Pictures aside, return every line below exactly as written.

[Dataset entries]
=== Section Start ===

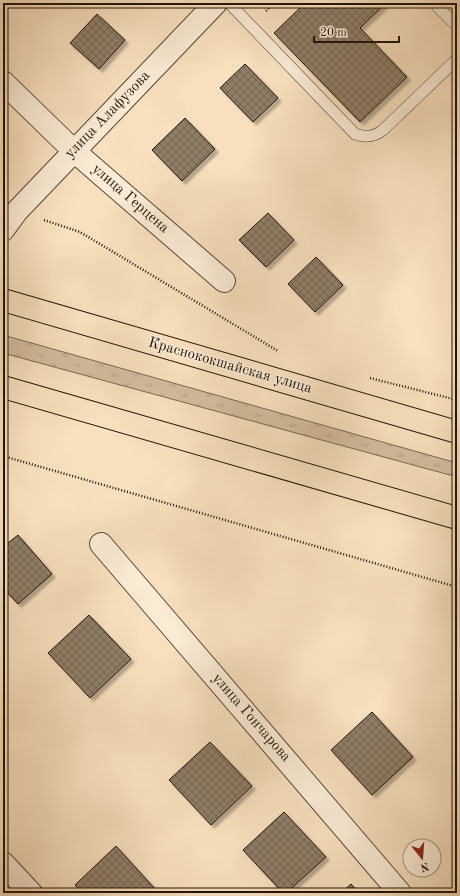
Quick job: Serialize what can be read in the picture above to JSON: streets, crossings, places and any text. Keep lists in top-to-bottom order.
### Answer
{
  "streets": {
    "main road": ["Краснококшайская улица"],
    "street": ["улица Алафузова", "улица Герцена", "улица Гончарова"]
  },
  "crossings": [
    ["улица Алафузова", "улица Герцена"]
  ],
  "scale_bar": "20 m",
  "north": "bottom"
}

=== Section End ===

• [Response area]:
Quick job: Serialize what can be read in the picture above to JSON: streets, crossings, places and any text. Keep lists in top-to-bottom order.
### Answer
{
  "streets": {
    "main road": ["Краснококшайская улица"],
    "street": ["улица Алафузова", "улица Герцена", "улица Гончарова"]
  },
  "crossings": [
    ["улица Алафузова", "улица Герцена"]
  ],
  "scale_bar": "20 m",
  "north": "bottom"
}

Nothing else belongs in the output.